In the material below, the lines from the one containing "Instruction: Build a" through the one containing "Task: Dump the" are to be given again exactly, ends included, and no others.

> DATA:

#####

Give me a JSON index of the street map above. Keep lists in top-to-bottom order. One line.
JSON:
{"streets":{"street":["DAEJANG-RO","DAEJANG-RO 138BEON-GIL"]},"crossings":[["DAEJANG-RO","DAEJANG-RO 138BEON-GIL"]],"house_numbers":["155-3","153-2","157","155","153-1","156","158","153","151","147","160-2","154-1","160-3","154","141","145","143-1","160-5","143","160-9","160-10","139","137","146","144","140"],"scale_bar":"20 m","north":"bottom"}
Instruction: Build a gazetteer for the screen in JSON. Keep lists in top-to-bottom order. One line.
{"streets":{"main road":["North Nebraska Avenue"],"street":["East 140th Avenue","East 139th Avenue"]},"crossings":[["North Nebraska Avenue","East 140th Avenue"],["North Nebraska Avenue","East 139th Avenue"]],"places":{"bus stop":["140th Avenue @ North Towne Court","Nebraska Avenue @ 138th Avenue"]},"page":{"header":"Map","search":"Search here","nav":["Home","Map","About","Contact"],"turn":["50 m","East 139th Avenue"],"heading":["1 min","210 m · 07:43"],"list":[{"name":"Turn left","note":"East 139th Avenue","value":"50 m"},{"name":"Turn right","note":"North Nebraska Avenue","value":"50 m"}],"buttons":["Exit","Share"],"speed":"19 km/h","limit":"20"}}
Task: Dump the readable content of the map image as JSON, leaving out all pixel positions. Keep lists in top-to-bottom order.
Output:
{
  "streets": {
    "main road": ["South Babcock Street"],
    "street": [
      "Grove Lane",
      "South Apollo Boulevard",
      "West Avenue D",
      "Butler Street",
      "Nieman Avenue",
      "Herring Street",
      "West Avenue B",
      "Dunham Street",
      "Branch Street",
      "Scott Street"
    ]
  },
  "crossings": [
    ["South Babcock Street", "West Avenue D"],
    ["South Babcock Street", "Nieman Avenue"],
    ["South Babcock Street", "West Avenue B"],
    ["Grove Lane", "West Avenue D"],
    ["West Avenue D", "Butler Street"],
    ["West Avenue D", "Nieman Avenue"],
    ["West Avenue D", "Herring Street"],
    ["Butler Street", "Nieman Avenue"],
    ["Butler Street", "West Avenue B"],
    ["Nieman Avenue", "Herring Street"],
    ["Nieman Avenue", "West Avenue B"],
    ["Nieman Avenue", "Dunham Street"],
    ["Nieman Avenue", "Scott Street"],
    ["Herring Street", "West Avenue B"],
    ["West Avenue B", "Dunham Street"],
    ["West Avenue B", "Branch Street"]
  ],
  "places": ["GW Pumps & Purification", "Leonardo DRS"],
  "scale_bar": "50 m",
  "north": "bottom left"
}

#####

> THE COMPLETED TASK:
Instruction: Build a gazetteer for the screen in JSON. Keep lists in top-to-bottom order. One line.
{"streets":{"main road":["North Nebraska Avenue"],"street":["East 140th Avenue","East 139th Avenue"]},"crossings":[["North Nebraska Avenue","East 140th Avenue"],["North Nebraska Avenue","East 139th Avenue"]],"places":{"bus stop":["140th Avenue @ North Towne Court","Nebraska Avenue @ 138th Avenue"]},"page":{"header":"Map","search":"Search here","nav":["Home","Map","About","Contact"],"turn":["50 m","East 139th Avenue"],"heading":["1 min","210 m · 07:43"],"list":[{"name":"Turn left","note":"East 139th Avenue","value":"50 m"},{"name":"Turn right","note":"North Nebraska Avenue","value":"50 m"}],"buttons":["Exit","Share"],"speed":"19 km/h","limit":"20"}}
Task: Dump the readable content of the map image as JSON, leaving out all pixel positions. Keep lists in top-to-bottom order.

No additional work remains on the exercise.